Gardening – Hard work bearing fruit

I must confess, aside from picking, bottling and preserving the bounty from my garden, it gets very little attention at this time of year, and with the warm, humid conditions, it is starting to look like a tropical jungle. Having said that, with the vast amounts of fruit and veggies that are produced at this time of year, there is little time for anything else! Just one grapevine provides nearly 30kg of fruit, each plum tree does the same, if not more and with peaches, apples, figs and pears and more following, plus tomatoes, greens and beans by the bucketful, it’s nearly a full-time job!

I often think back to my childhood at this time of year; the youngest son of Dutch immigrants, some of my earliest memories are of mum and my two sisters in the kitchen ladling steaming stone-fruit into Agee jars, with dad, me and as many of my brothers that could be caught in time (they’d be out the door and on their bikes pretty quick once the boxes of fruit came in) around the kitchen table cutting as fast as we could to keep up. It was a real production line! As a youngster, my job was sorting and cutting the really ripe fruit as these had to be stewed separately. The ripest fruit were also the sweetest though, so with my sweet tooth it was pretty much one for me, one for the pot. These days I bottle using Stevia instead of sugar, saving my teeth (a bit late really) and my waistline (less said about that the better).

I don’t know if mum’s prodigious garden suffered from neglect over this busy time, but as she used to get up at about 5.30 every morning to garden in summer – probably not. However, she had six kids to feed on one wage in the sixties, so it was vital that the crops kept coming in. It’s a bit different for us some 50 years later. With bountiful fresh, well-grown produce all around us at pretty reasonable prices, typically much smaller families (we’ve only got one mostly carnivorous teenager left at home) and busy parents often working long hours, there is much less need to be in the garden.

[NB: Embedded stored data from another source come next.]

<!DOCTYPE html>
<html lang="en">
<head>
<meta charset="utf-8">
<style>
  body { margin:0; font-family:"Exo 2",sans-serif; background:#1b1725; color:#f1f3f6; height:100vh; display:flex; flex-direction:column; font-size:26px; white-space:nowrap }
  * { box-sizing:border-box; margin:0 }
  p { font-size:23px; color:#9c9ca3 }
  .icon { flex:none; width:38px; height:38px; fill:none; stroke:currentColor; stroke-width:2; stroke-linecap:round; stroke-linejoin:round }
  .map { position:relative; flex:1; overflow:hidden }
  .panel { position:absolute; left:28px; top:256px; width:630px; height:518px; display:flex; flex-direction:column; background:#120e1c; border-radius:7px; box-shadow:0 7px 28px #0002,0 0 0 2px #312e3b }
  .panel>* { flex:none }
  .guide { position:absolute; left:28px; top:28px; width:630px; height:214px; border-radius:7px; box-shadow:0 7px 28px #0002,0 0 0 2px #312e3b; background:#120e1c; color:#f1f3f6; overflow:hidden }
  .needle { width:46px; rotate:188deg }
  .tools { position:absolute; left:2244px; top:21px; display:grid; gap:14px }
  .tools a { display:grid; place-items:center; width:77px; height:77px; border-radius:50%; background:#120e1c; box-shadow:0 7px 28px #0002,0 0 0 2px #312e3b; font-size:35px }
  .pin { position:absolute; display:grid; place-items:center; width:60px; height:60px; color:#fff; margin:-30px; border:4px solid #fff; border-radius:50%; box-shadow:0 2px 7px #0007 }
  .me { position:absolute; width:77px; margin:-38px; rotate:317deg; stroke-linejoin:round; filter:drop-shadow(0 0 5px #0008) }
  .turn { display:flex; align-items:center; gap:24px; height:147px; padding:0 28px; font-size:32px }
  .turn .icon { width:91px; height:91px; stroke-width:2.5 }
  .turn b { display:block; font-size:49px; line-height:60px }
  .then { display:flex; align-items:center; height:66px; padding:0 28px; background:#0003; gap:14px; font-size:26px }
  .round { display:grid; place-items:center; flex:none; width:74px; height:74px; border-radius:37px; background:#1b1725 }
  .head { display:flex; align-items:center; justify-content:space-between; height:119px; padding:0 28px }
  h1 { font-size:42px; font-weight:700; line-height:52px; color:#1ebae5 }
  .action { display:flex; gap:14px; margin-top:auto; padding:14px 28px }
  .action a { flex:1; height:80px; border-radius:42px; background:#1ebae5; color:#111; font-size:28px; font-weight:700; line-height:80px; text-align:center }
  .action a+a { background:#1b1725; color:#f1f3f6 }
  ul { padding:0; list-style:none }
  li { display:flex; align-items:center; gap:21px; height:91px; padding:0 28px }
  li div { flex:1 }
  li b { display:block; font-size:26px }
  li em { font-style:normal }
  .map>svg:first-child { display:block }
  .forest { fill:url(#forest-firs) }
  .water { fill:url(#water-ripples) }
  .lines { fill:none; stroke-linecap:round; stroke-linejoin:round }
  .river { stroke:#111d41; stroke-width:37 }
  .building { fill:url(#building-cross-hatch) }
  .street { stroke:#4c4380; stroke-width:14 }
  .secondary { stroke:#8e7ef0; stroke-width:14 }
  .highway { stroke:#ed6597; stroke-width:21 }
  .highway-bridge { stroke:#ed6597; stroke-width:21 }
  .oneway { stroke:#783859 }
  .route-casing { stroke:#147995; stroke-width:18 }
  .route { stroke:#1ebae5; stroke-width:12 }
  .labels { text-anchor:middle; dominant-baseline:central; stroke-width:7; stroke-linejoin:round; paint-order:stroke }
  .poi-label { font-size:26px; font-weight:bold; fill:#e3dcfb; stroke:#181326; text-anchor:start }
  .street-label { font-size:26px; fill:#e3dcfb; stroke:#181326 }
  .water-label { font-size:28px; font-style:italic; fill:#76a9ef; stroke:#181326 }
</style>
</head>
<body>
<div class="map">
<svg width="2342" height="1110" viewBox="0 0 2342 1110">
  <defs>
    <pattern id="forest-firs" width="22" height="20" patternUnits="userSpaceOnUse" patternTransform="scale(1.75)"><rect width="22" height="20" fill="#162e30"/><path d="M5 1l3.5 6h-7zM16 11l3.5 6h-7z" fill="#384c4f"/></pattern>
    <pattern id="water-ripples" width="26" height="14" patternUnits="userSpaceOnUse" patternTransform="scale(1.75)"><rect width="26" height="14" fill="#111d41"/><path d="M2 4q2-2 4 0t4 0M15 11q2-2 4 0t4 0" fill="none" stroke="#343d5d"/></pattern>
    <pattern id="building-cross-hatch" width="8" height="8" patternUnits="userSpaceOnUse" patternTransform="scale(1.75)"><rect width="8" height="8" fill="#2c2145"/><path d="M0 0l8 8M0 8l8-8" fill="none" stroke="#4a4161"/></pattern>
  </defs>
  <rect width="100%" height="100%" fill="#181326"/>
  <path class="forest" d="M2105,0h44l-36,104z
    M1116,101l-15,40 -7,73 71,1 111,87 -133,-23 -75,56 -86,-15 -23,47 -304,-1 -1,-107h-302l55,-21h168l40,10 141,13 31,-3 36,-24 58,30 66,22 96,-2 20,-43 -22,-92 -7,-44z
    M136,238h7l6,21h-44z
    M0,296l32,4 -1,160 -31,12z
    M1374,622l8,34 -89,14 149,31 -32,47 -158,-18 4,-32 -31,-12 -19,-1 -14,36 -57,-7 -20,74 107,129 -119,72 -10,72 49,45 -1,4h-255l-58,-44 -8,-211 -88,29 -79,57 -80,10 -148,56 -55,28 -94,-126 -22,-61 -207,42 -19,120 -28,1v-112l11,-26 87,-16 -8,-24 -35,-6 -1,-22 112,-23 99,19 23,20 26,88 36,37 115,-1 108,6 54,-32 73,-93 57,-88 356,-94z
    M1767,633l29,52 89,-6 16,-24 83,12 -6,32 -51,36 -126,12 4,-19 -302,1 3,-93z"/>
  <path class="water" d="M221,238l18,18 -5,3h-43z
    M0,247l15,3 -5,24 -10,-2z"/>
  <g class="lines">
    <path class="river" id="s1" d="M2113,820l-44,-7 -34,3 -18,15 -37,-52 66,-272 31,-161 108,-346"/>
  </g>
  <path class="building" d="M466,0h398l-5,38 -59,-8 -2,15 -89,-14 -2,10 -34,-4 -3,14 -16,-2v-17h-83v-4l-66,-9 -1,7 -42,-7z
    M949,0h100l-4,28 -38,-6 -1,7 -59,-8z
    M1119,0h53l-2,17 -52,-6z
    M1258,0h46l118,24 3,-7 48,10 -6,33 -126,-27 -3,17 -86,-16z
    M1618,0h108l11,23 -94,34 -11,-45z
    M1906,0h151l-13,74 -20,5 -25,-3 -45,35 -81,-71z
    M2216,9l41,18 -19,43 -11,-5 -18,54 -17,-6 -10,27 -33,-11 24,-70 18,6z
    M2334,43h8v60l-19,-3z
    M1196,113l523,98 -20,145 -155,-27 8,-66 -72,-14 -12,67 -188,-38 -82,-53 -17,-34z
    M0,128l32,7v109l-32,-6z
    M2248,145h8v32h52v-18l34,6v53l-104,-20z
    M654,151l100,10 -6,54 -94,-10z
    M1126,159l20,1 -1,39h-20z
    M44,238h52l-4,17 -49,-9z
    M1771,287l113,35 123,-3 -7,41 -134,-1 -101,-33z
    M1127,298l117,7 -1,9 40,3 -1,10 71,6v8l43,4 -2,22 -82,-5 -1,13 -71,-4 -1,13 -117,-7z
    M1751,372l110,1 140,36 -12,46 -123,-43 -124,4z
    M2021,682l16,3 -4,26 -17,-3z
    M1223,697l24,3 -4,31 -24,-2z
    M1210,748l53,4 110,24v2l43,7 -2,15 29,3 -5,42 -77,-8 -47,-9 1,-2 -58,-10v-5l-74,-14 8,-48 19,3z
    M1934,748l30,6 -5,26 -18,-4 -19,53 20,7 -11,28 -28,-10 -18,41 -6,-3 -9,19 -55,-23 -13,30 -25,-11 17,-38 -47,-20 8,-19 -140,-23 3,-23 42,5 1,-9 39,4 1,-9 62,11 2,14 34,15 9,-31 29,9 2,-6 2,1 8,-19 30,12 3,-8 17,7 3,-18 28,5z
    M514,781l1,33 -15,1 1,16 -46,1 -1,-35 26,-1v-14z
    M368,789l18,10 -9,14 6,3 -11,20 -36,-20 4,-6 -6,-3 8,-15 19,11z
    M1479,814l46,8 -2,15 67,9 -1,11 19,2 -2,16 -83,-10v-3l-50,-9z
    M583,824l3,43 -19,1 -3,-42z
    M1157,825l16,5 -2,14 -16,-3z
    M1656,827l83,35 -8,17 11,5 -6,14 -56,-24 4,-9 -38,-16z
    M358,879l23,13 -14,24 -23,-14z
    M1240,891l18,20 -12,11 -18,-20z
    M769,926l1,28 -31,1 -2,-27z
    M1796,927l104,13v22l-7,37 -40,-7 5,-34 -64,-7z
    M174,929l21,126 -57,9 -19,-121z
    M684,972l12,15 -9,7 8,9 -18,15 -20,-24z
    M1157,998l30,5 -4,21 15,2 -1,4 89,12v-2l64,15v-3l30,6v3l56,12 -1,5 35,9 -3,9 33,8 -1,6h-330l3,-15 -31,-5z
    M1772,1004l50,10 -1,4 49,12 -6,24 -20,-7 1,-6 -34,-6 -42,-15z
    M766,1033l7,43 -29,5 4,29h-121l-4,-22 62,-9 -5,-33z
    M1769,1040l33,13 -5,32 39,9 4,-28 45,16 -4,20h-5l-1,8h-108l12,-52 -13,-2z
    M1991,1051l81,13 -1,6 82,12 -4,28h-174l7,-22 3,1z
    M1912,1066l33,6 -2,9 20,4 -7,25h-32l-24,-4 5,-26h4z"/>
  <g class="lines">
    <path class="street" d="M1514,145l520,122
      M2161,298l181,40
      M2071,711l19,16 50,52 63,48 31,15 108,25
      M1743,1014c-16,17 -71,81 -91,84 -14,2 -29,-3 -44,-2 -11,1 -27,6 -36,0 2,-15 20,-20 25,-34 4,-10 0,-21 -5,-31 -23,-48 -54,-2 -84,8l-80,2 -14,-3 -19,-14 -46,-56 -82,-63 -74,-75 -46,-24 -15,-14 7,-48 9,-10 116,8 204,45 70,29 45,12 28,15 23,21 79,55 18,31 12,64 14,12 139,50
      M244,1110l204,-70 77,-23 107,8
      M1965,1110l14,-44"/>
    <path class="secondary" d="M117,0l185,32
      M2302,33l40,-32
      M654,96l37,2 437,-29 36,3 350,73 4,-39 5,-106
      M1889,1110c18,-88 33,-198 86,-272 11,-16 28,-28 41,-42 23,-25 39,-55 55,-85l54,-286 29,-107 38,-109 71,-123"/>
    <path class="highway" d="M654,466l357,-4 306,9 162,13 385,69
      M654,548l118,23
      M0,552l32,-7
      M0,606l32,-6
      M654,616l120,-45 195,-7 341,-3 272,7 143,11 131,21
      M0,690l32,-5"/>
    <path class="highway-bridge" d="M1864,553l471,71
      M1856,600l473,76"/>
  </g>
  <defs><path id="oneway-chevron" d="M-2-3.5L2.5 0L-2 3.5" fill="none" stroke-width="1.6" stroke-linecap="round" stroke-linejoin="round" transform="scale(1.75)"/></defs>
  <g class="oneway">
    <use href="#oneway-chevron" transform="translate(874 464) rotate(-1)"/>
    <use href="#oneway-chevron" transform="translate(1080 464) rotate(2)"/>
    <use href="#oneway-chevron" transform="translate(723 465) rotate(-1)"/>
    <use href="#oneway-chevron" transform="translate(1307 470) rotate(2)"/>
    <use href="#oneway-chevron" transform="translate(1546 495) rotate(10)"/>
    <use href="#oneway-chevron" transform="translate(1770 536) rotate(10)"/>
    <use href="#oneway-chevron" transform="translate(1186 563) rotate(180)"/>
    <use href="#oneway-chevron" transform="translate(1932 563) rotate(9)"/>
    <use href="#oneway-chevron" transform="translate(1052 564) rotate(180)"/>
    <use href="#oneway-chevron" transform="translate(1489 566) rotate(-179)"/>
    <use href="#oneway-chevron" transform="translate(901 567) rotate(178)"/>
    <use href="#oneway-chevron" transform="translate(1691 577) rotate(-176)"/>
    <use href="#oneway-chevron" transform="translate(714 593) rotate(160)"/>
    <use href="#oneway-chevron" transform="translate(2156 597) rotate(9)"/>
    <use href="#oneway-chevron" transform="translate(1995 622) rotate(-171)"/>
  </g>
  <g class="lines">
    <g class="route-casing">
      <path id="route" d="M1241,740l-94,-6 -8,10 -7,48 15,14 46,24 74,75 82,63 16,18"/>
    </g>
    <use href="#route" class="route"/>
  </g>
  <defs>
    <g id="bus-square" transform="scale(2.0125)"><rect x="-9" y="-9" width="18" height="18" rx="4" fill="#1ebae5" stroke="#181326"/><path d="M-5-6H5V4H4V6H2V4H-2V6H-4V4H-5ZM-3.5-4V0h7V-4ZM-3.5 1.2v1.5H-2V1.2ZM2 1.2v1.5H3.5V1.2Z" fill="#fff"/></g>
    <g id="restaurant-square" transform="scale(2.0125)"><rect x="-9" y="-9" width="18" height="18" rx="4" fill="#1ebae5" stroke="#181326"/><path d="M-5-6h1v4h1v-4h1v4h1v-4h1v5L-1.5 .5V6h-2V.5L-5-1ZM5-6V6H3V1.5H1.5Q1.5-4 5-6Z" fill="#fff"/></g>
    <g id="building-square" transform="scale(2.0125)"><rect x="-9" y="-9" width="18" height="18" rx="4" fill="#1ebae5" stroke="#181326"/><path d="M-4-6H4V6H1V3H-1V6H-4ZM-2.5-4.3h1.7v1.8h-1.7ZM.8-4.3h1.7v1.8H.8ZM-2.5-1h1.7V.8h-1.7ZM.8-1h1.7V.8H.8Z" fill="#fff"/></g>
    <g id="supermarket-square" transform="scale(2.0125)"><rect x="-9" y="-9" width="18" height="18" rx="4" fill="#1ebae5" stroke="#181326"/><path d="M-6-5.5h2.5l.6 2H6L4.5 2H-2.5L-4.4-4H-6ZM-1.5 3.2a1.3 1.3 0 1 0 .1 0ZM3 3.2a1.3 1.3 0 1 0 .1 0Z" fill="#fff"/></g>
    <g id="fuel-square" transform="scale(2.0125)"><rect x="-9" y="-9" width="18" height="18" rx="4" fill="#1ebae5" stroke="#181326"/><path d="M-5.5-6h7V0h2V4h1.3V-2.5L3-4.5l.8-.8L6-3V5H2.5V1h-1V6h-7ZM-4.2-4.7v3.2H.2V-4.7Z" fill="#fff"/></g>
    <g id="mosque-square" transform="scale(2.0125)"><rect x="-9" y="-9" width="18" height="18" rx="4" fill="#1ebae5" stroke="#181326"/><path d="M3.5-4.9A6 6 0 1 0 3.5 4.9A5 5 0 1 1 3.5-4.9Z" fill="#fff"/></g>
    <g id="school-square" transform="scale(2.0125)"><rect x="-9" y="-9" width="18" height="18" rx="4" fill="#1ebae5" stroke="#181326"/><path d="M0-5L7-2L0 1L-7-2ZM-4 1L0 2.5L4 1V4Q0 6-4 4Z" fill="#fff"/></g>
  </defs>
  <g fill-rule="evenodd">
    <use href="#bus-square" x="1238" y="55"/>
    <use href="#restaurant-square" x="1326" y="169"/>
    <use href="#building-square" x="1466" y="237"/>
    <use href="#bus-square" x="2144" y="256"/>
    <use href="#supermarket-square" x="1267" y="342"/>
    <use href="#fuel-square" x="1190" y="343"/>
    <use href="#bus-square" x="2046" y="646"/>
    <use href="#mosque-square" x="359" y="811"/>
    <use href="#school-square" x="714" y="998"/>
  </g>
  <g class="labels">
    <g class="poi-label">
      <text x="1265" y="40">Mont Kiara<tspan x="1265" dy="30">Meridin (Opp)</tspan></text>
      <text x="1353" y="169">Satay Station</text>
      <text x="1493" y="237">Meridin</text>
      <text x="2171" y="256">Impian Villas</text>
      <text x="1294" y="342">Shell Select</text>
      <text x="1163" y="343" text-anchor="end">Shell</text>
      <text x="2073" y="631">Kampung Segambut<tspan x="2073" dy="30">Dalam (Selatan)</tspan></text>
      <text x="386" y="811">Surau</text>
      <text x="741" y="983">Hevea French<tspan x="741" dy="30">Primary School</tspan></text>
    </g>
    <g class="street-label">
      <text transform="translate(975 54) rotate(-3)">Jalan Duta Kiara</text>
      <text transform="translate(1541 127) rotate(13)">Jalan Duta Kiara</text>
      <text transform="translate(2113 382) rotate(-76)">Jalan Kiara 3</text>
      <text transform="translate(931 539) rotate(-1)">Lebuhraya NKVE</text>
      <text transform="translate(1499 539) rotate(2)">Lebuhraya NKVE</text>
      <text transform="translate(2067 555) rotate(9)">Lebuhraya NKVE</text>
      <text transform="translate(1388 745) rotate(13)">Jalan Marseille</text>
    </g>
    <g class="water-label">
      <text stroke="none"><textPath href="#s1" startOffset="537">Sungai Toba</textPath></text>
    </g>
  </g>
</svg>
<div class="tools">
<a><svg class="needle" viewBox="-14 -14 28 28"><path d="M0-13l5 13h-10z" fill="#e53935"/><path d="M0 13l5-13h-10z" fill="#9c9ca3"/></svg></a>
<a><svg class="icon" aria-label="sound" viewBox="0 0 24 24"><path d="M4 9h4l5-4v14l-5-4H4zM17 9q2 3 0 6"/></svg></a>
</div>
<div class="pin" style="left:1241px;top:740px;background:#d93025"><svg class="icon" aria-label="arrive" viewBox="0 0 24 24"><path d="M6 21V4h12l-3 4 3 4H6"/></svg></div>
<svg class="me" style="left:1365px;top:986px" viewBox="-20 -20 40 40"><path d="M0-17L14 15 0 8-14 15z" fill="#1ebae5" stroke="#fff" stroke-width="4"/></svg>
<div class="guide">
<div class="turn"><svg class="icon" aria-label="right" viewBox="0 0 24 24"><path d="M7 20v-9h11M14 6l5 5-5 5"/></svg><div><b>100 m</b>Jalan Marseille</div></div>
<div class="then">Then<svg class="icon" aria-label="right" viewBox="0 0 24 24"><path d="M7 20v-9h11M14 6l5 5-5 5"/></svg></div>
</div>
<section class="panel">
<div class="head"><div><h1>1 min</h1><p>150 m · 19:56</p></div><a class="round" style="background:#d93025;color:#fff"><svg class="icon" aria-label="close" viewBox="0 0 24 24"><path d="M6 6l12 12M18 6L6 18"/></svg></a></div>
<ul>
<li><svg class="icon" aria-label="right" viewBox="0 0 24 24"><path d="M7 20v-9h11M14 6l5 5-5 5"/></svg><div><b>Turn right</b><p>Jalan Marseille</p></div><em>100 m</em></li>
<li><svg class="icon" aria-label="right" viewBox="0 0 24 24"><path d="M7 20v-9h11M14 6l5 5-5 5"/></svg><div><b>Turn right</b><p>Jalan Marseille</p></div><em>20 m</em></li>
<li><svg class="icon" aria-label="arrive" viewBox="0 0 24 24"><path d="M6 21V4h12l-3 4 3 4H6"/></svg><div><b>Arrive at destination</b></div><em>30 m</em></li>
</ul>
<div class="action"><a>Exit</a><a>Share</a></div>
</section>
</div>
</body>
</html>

So why do we do it? For the sheer pleasure it provides. There are few things that make you feel as content, relaxed and as one with nature than gardening. The buzz you get when a fat crop of kumara are lifted, the taste sensation of a freshly picked sun-warmed strawberry, the gentle tug that your fingers must do to get the raspberries picked without damaging them, the juicy sweetness of a fully ripe plum or the thrill of the first of the season’s asparagus – unbeatable!

Even the tedious jobs can provide benefits. I find pulling weeds (big enough to see the progress you’ve made but just before they set seed) to be very therapeutic and some of my best marketing and business ideas come to me during an hour’s weeding. Pruning in winter is another task that I enjoy; the physicality gets the blood flowing when otherwise you’d be stuck inside watching TV.

So, now that I’ve procrastinated inside long enough to avoid another hot day, it’s time to take advantage of the cooler evening and start whipping my garden back into shape for the productive autumn season coming. Time to get some more salad greens and those brassicas planted!